Since a while I have been interested in Et Sans Résultat, the (10mm) Napoleonic all-in-one-wargame ruleset from David Ensteness/the Wargaming Company. I don’t think I will invest in his rules, but the campaign guides look useful. I bought a copy of ‘The Most Awful Situation’, the 1814 Campaign of France/6 Days guide. Short review: I feel poor and happy.
Ensteness, an American living in Minnesota, started with ESR in 2009 and with his Wargaming Company in 2015. He since has developed it into a one-stop-all-in-one-shop, a company that sells miniatures, a ruleset and campaign guides. It’s a modern business concept that is more or less similar to Baccus (terrain, miniatures, Polemos ruleset), Pendraken (bought the Blitzkrieg/Cold War/Future War Commander ruleset) and most of all to Battlefront/Flames of War. Hi-res, full colour booklets, uniform guides, boxed sets with rules and miniatures, a professional website – it’s the successful FoW-template transferred to 10mm-Napoleonics (the rules can be played in any scale, btw).
The ESR ruleset as such is for me just another Napoleonic rulebook – never played it, but based on reviews I would say it’s not essentially better or worse than grand tactical wargames like my preferred Blücher, or Volley & Bayonet, Lasalle, Over the Hills or the recent Bataille Empire (review here).

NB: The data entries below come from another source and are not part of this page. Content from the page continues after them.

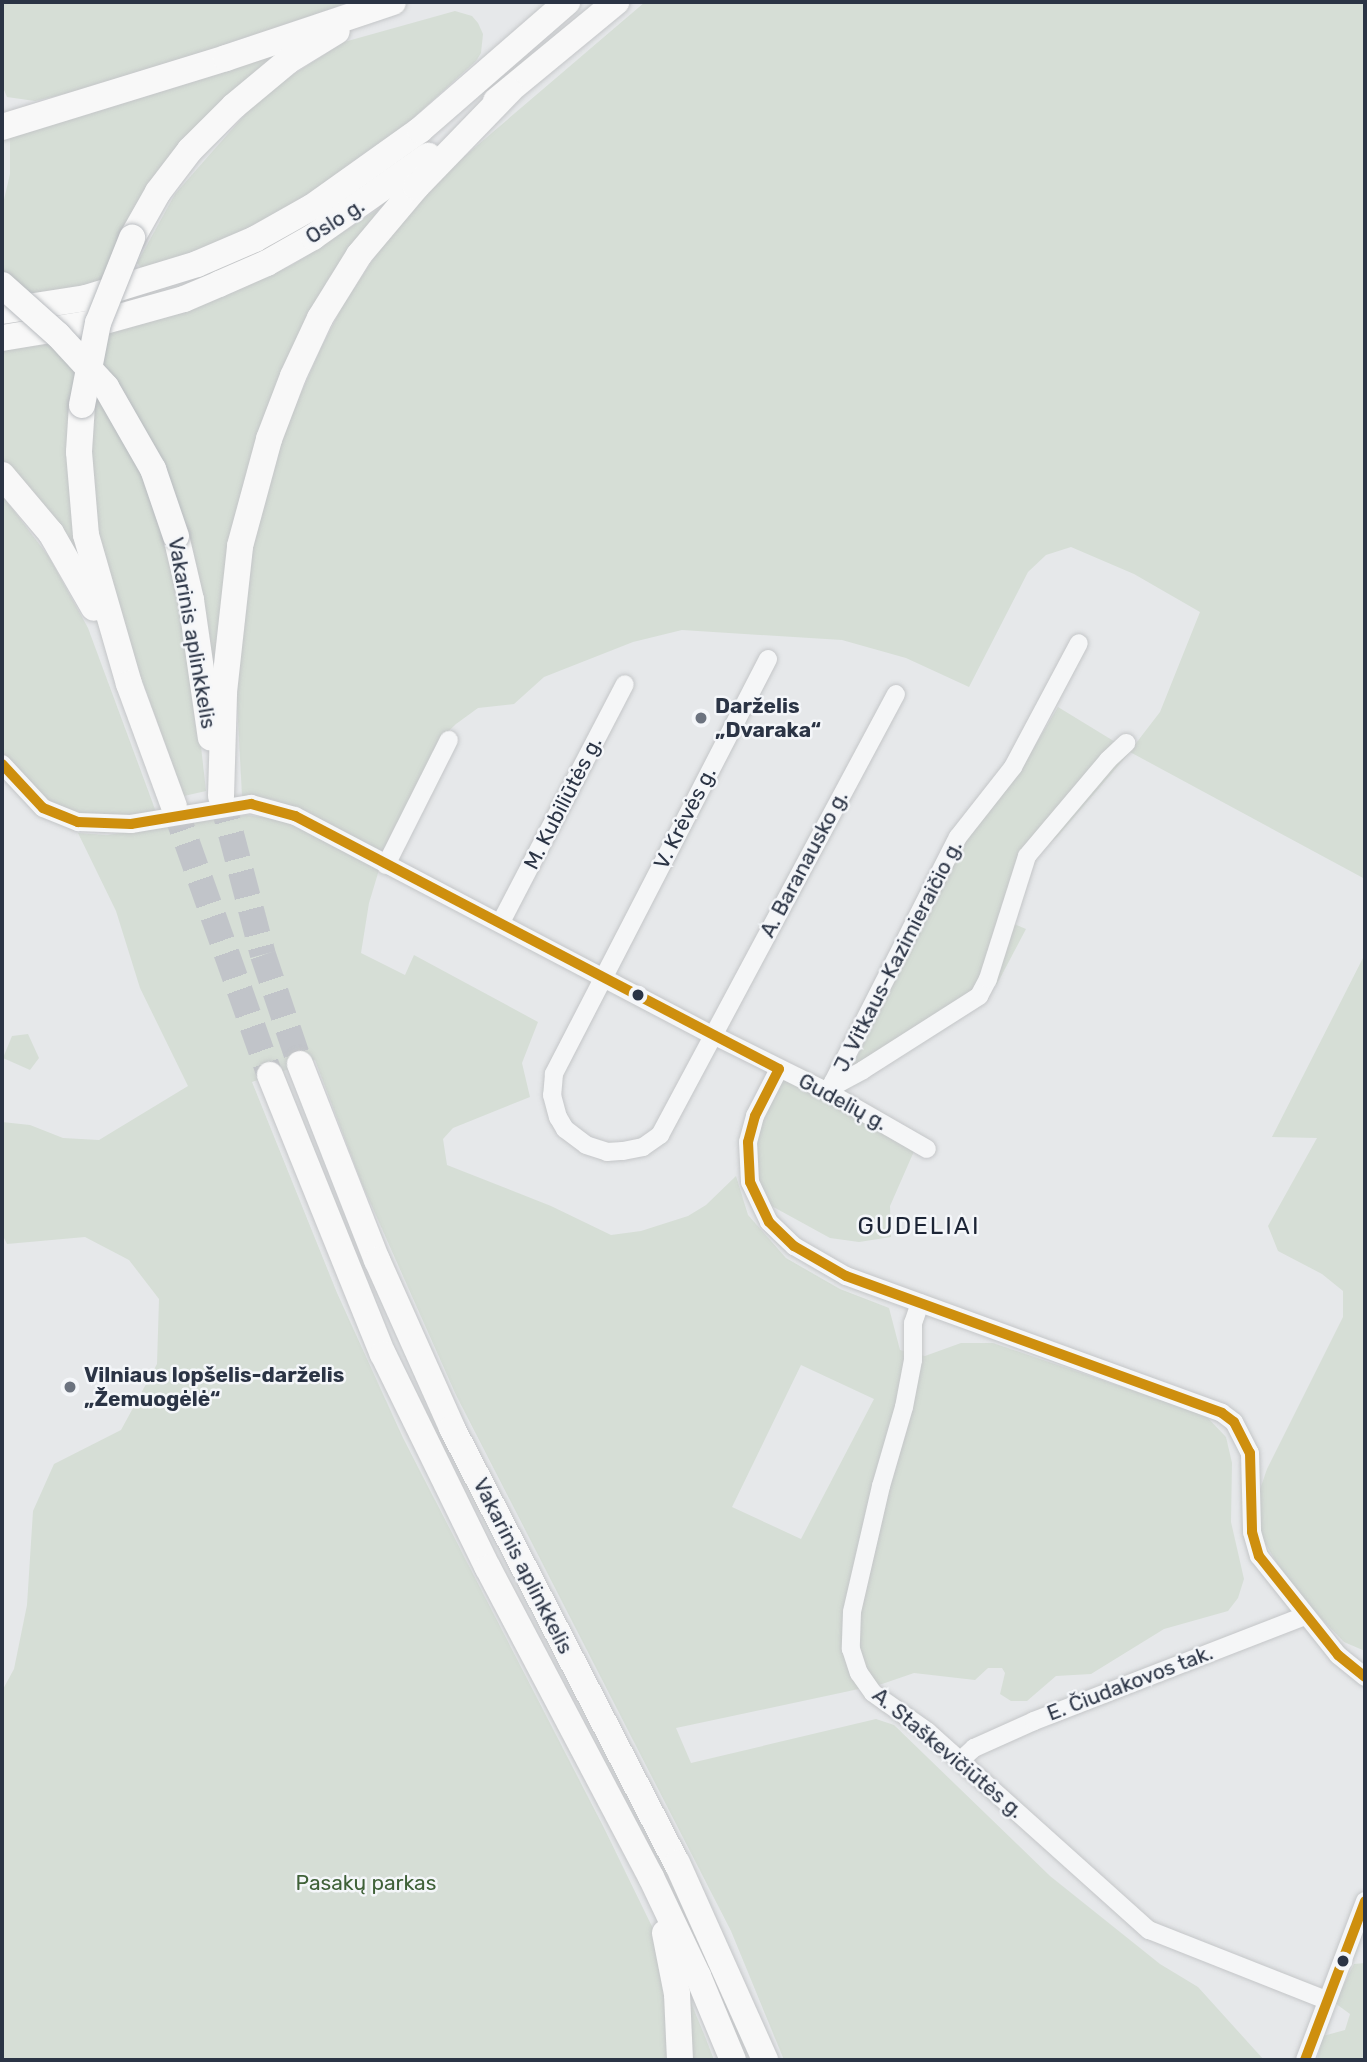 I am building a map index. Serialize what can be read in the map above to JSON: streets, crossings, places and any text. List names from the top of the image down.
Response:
{
  "streets": {
    "highway": ["Oslo g.", "Vakarinis aplinkkelis"],
    "street": [
      "M. Kubiliūtės g.",
      "V. Krėvės g.",
      "A. Baranausko g.",
      "J. Vitkaus-Kazimieraičio g.",
      "Gudelių g.",
      "E. Čiudakovos tak.",
      "A. Staškevičiūtės g."
    ]
  },
  "crossings": [
    ["Oslo g.", "Vakarinis aplinkkelis"],
    ["M. Kubiliūtės g.", "Gudelių g."],
    ["V. Krėvės g.", "A. Baranausko g."],
    ["V. Krėvės g.", "Gudelių g."],
    ["A. Baranausko g.", "Gudelių g."],
    ["J. Vitkaus-Kazimieraičio g.", "Gudelių g."],
    ["E. Čiudakovos tak.", "A. Staškevičiūtės g."]
  ],
  "districts": ["GUDELIAI"],
  "parks": ["Pasakų parkas"],
  "places": ["Darželis „Dvaraka“", "Vilniaus lopšelis-darželis „Žemuogėlė“"]
}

Besides, this Yankee set is for me, as European, relatively expensive.
- The 2020 dollar price for the rules only (Complete Player’s Guide) is $60, = 53 euro. Magister Militum in the UK sells the rules to EU customers for 48 GBP plus 10 pound shipping, which is 73 euro.
- A direct order to the US is out of reach: $60 + $22 or $44 (shipping) + $15 (customs duty) + $15 (standard customs clearance fees) = 112 to 132 dollar.
Sorry, mr Ensteness, my wife forbade me to spend that much on an umpteenth Napoleonic rulebook.
The Campaign Guides are a different story, however. They have the same price as the complete rules ($60/48 GBP) and had positive reviews (link1, link2). With money my father-in-law gave me as Christmas present, I bought a guide.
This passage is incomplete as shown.